Redundancy - One to Watch Out For
If there is a reduction in hours of work does it amount to a redundancy? This was the burning question before the Employment Appeals Tribunal in the case of Packman t/a Packman Lucas Associates v Fauchon.
The employer, Packman, sought to reduce the Claimant’s hours having suffered a downturn in business. This was also necessary due to its introduction of a new book keeping system which had led to a reduction in the Claimant’s hours of work.
As the Claimant refused to accept the change in hours, she was dismissed. The Claimant claimed unfair dismissal.

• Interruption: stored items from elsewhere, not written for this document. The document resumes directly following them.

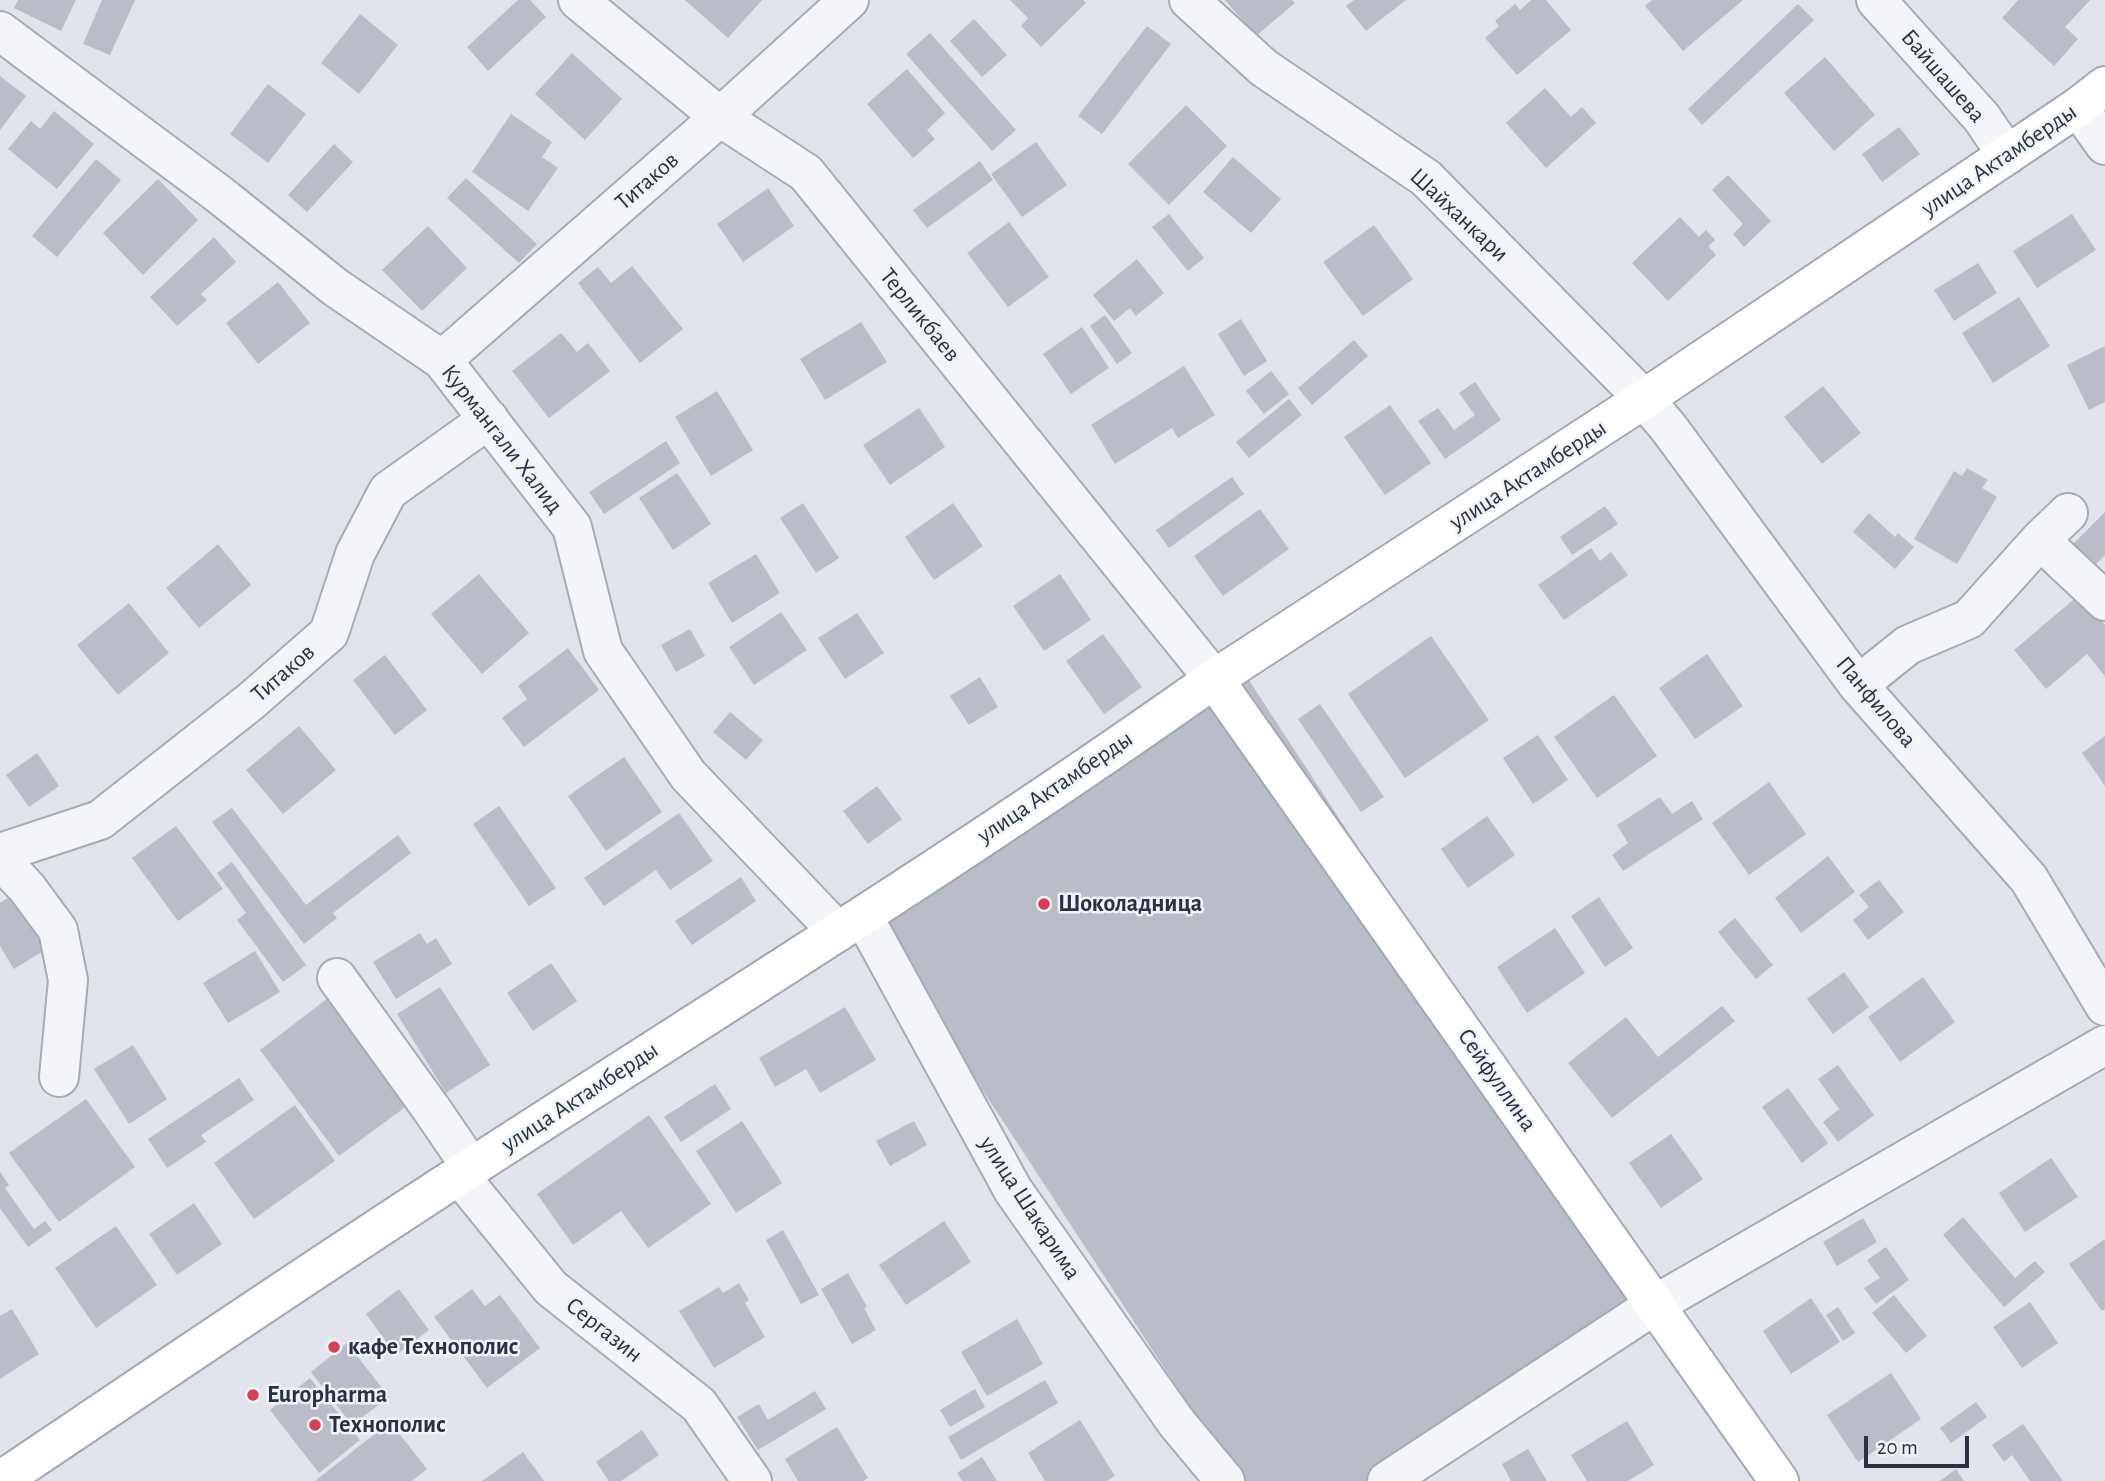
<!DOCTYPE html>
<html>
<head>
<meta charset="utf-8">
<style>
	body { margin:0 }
	#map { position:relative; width:2105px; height:1481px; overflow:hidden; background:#e1e4ea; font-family:"Alegreya Sans",sans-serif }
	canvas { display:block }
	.scale { position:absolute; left:1864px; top:1436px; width:105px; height:32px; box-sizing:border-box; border:4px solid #283242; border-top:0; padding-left:9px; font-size:21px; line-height:24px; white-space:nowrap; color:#283242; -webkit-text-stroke:5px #f0f3f7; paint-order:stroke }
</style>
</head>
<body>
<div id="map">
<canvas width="2105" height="1481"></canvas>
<div class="scale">20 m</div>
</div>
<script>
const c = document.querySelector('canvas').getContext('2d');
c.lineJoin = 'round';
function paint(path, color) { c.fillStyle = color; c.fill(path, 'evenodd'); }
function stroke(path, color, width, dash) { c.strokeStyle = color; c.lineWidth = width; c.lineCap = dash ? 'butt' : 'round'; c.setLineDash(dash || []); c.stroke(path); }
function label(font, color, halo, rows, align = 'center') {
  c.font = font + ' "Alegreya Sans",sans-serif'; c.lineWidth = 5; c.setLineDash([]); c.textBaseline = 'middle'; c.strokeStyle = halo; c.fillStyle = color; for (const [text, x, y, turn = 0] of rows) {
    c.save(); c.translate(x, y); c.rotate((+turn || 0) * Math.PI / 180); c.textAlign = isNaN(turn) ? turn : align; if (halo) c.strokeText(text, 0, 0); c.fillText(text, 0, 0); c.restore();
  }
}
const building = new Path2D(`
	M18 0H76L61 31 14 8Z
	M102 0H135L110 55 83 44Z
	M518 0H530L546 17 488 71 467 47Z
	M685 0H762L728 38Z
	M1010 0H1083L1086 3 1041 47 1021 26 1028 18Z
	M1225 0H1292L1295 3 1256 36Z
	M1354 0H1406L1366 31 1346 6Z
	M1531 0H1546L1571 30 1517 75 1485 38 1499 26 1495 21 1515 4 1520 10Z
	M1652 0H1743L1683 51 1645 6Z
	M2018 0H2090L2065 27 2078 39 2054 66 2002 18Z
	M1798 4 1814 20 1702 125 1688 109Z
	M360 14 398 45 359 94 321 63Z
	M974 19 1007 55 982 77 950 41Z
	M1147 26 1171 44 1102 134 1078 116Z
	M930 33 1016 130 992 151 906 54Z
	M572 53 622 99 585 140 535 94Z
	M1825 57 1875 115 1834 151 1784 93Z
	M907 69 945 113 927 130 935 139 913 158 867 104Z
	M0 76 26 96 0 130Z
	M268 84 306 114 268 163 230 134Z
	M1545 88 1571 117 1582 107 1596 123 1546 168 1506 123Z
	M1186 105 1227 146 1169 205 1128 164Z
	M54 111 94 144 57 189 8 149 31 121 40 129Z
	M511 114 552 142 542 157 558 168 528 211 472 172Z
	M1899 127 1920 154 1882 182 1862 154Z
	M1036 142 1067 185 1022 217 991 174Z
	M334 144 353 162 307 212 288 195Z
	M1233 157 1281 199 1251 233 1203 192Z
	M96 159 121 180 57 257 32 236Z
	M980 161 993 180 927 228 913 210Z
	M1728 175 1771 221 1744 247 1733 234 1743 224 1712 190Z
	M466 178 537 244 519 263 447 198Z
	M158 179 198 220 143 275 103 233Z
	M768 188 794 226 743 262 717 224Z
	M1169 214 1204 258 1188 271 1152 227Z
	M2072 214 2096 250 2037 288 2013 251Z
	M1680 217 1699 237 1706 230 1715 240 1708 246 1716 255 1668 301 1632 263Z
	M1009 222 1049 277 1008 307 967 253Z
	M1374 225 1413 279 1363 316 1323 262Z
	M428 226 467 268 422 311 382 270Z
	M214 237 236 262 201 294 207 300 177 326 150 297Z
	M1137 259 1164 293 1136 316 1130 308 1114 321 1093 295Z
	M1978 263 1997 293 1954 321 1934 290Z
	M632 266 683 329 640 363 578 283 598 267 611 283Z
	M278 282 310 323 258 364 226 323Z
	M2019 297 2050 346 1993 383 1962 333Z
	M1105 315 1132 353 1117 364 1090 326Z
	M1241 319 1267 361 1244 376 1218 334Z
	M861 322 887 362 825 400 800 359Z
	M1082 327 1109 368 1071 394 1043 354Z
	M561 333 577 352 588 343 610 371 549 418 512 371Z
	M1354 340 1368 356 1312 405 1298 388Z
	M2105 346V402L2089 410 2067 365Z
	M1184 366 1215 415 1178 438 1172 428 1115 464 1091 425Z
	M1271 371 1289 394 1264 414 1246 391Z
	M1475 382 1501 420 1445 459 1418 421 1438 408 1454 430 1475 415 1459 393Z
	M1823 386 1861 433 1822 464 1784 417Z
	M717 391 753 450 711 476 675 417Z
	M1289 399 1302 415 1249 458 1236 442Z
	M1390 405 1431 463 1385 495 1344 437Z
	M919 408 945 447 890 485 863 445Z
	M666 441 680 463 604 514 589 492Z
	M1967 468 1988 480 1982 488 1997 497 1957 564 1914 539 1954 471 1962 476Z
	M677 473 711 524 673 550 639 498Z
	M1232 477 1244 494 1169 548 1156 530Z
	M803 503 839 558 816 573 780 518Z
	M953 503 983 546 934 580 905 537Z
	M1605 506 1618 524 1572 555 1560 537Z
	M1260 509 1289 549 1223 596 1194 556Z
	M2105 512V555L2090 570 2068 549Z
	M1869 513 1895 537 1898 533 1914 547 1895 569 1853 532Z
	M218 544 251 585 199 628 166 588Z
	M1591 548 1600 561 1611 552 1628 575 1564 620 1538 585Z
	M756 554 780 593 732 623 708 583Z
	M479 574 529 633 482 674 431 614Z
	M1060 574 1091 620 1044 651 1013 606Z
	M2079 595 2105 625V676L2087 654 2046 689 2014 650Z
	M129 603 169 653 118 695 77 645Z
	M781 612 807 650 754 685 729 647Z
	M857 613 884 653 845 679 818 638Z
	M690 629 705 656 676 672 661 645Z
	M1103 634 1142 687 1104 714 1066 661Z
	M1431 636 1489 720 1405 778 1348 694Z
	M568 648 599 690 524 747 502 718 527 699 518 686Z
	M1707 654 1743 706 1695 739 1659 688Z
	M385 655 427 710 395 735 353 680Z
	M1241 668 1656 1304 1387 1481H1238L867 913Z
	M980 677 998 707 969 725 950 696Z
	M1614 695 1657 756 1597 798 1554 737Z
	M1320 704 1384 797 1361 812 1298 719Z
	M730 712 763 740 746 760 713 732Z
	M299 726 336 770 283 814 246 770Z
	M1538 735 1568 780 1533 804 1503 758Z
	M2105 736V786L2082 753Z
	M37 753 59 786 29 807 6 775Z
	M624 757 662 812 606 851 568 796Z
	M1769 782 1806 834 1749 875 1712 823Z
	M877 786 902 819 868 844 843 811Z
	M1660 797 1672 814 1692 801 1703 819 1623 871 1612 855 1628 843 1617 825Z
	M499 806 556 888 529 906 473 824Z
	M232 808 306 905 398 835 411 853 333 913 337 918 304 944 212 822Z
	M679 813 713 861 670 890 656 870 604 906 584 878Z
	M1487 816 1515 855 1468 888 1441 849Z
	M176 826 223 889 178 921 132 858Z
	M1828 856 1855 892 1801 933 1775 898Z
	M232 862 306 965 283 982 237 920 246 913 217 873Z
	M741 877 756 901 692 945 675 921Z
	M1879 880 1904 912 1868 940 1853 920 1869 907 1859 895Z
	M11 896 45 950 14 969 0 946V903Z
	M1599 897 1633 948 1605 967 1571 916Z
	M1735 918 1773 965 1756 979 1718 932Z
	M1555 928 1585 973 1527 1013 1497 967Z
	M420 933 427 944 436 938 452 964 396 999 373 962Z
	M255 951 280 992 228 1023 203 983Z
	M551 963 577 1001 533 1031 507 993Z
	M1844 972 1869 1007 1833 1034 1807 999Z
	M1923 977 1955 1022 1900 1062 1868 1017Z
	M440 987 490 1065 446 1093 397 1014Z
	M328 998 408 1105 339 1156 260 1050Z
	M1722 1006 1735 1021 1612 1118 1568 1063 1626 1017 1658 1057Z
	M845 1007 876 1060 820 1093 806 1069 775 1087 759 1058Z
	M133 1045 167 1099 129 1124 94 1069Z
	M1838 1065 1874 1115 1838 1142 1823 1122 1839 1109 1818 1079Z
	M239 1078 254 1100 201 1135 206 1142 167 1168 148 1139Z
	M715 1084 731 1109 681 1142 664 1117Z
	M1788 1088 1828 1143 1802 1163 1762 1107Z
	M86 1099 135 1167 59 1222 9 1153Z
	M295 1105 335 1161 254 1219 214 1163Z
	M649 1115 711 1204 648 1248 621 1211 573 1245 537 1194Z
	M742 1121 782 1183 736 1213 696 1151Z
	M914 1121 927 1145 890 1166 876 1141Z
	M1671 1134 1703 1179 1661 1208 1629 1163Z
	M2051 1158 2078 1197 2025 1232 1999 1193Z
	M0 1172 9 1185 5 1188 34 1229 45 1221 52 1230 28 1247 0 1208Z
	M194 1203 222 1244 177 1275 149 1234Z
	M1963 1217 2015 1278 2035 1261 2045 1272 2004 1307 1943 1235Z
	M1863 1218 1877 1242 1837 1266 1823 1242Z
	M944 1221 971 1262 906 1305 879 1265Z
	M116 1226 157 1285 96 1328 55 1268Z
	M783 1230 819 1295 801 1304 766 1240Z
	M2105 1239V1309L2102 1311 2069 1264Z
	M1886 1247 1909 1280 1876 1304 1864 1288 1880 1278 1867 1260Z
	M848 1273 867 1307 864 1308 876 1330 852 1344 821 1289Z
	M739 1283 749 1300 745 1303 765 1337 714 1368 679 1311 719 1287 723 1293Z
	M399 1289 429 1330 396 1355 366 1314Z
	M472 1289 485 1306 500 1295 540 1348 487 1388 434 1317Z
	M1894 1295 1927 1336 1906 1353 1872 1313Z
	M1811 1298 1840 1342 1791 1374 1763 1331Z
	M2030 1302 2058 1343 2022 1368 1993 1327Z
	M1838 1307 1855 1333 1843 1341 1826 1315Z
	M12 1309 39 1354 0 1379V1316Z
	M1017 1319 1043 1364 987 1396 961 1352Z
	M347 1343 389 1397 352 1425 311 1372Z
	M1891 1373 1921 1419 1858 1462 1827 1415Z
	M310 1378 360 1440 319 1473 270 1410Z
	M1045 1380 1058 1403 961 1460 948 1437Z
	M975 1389 985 1407 950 1427 940 1410Z
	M815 1391 826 1409 758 1450 737 1417 759 1404 768 1420Z
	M1976 1402 1987 1417 1951 1443 1940 1428Z
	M1080 1420 1115 1476 1107 1481H1045L1028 1453Z
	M1627 1421 1654 1465 1628 1481H1587L1571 1455Z
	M390 1422 427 1469 412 1481H315Z
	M2023 1424 2063 1481H2030L2012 1455 2004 1462 1992 1445Z
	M837 1427 868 1478 863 1481H798L785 1459Z
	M642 1430 659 1455 621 1481H609L596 1462Z
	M1528 1449 1547 1481H1511L1502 1464Z
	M523 1452 544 1481H482Z
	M982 1457 997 1481H962L957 1473Z
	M1956 1469 1964 1481H1940Z`);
const minor = new Path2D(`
	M578 0 720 117 806 173 1214 679
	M1189 0 1264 68 1426 178 1644 399 1668 427 1858 685 2029 879 2105 1006
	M1876 0 1982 118 2007 155
	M0 31 220 195 335 287 442 360 572 527 603 651 688 775 838 932
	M2078 107 2105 145
	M442 360 720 117 849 0
	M2040 540 2105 601
	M1858 685 1908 645 1969 619 2040 540 2068 513
	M0 853 100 820 250 702 329 633 355 554 388 491 489 419
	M0 859 27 888 58 930 68 980 59 1077
	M863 916 1013 1190 1176 1422 1225 1481
	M337 978 430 1107 471 1167
	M459 1175 551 1288 699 1405 752 1481
	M1387 1481 1656 1304 2105 1045`);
const major = new Path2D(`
	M1214 679 1779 1481
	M0 1481C158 1375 315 1268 475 1165 722 1005 973 850 1214 679L1644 399 2078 107 2105 86`);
const markers = [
	[1044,904,7,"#d44157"],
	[334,1347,7,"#d44157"],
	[253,1395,7,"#d44157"],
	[315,1425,7,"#d44157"]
];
const streetNames = [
	["Байшашева",1943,76,49],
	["улица Актамберды",1999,160,-34],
	["Титаков",647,181,-41],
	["Шайханкари",1459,215,43],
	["Терликбаев",920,315,51],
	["Курмангали Халид",502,439,52],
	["улица Актамберды",1528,475,-33],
	["Титаков",283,673,-41],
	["Панфилова",1876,702,50],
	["улица Актамберды",1055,787,-34],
	["Сейфуллина",1497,1080,55],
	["улица Актамберды",580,1097,-33],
	["улица Шакарима",1030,1208,57],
	["Сергазин",604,1330,38]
];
const poiNames = [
	["Шоколадница",1058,904],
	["кафе Технополис",348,1347],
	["Europharma",267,1395],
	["Технополис",329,1425]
];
paint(building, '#b8bdc7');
stroke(minor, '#a6abb4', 42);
stroke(major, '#9fa9b6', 42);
stroke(minor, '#f4f5f8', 38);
stroke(major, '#fff', 38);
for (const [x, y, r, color] of markers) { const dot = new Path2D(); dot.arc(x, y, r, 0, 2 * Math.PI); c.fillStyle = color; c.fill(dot); stroke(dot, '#f0f3f7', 2.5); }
label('24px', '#283242', '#f0f3f7', streetNames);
label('bold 24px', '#283242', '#f0f3f7', poiNames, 'left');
</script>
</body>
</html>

Whilst the Employment Tribunal had held that there was a redundancy situation and the dismissal was fair, the Claimant sought leave to appeal. She asserted that the Employment Appeals Tribunal had in the unreported case of Aylward v Glamorgan Holiday Home Ltd suggested that there must always be a reduction in the headcount of employees for redundancy to apply and as she was still required, albeit on shorter hours, there could be no redundancy situation.
The Employment Appeals Tribunal dismissed the appeal. It (quite rightly) concluded that the Employment Appeals Tribunal in Aylward had completely misunderstood the law!
What Does This Mean For You?
Whilst the Employment Appeals Tribunal makes it clear when a redundancy payment is due, it does not mean a redundancy payment is due where there is merely a need to reduce hours.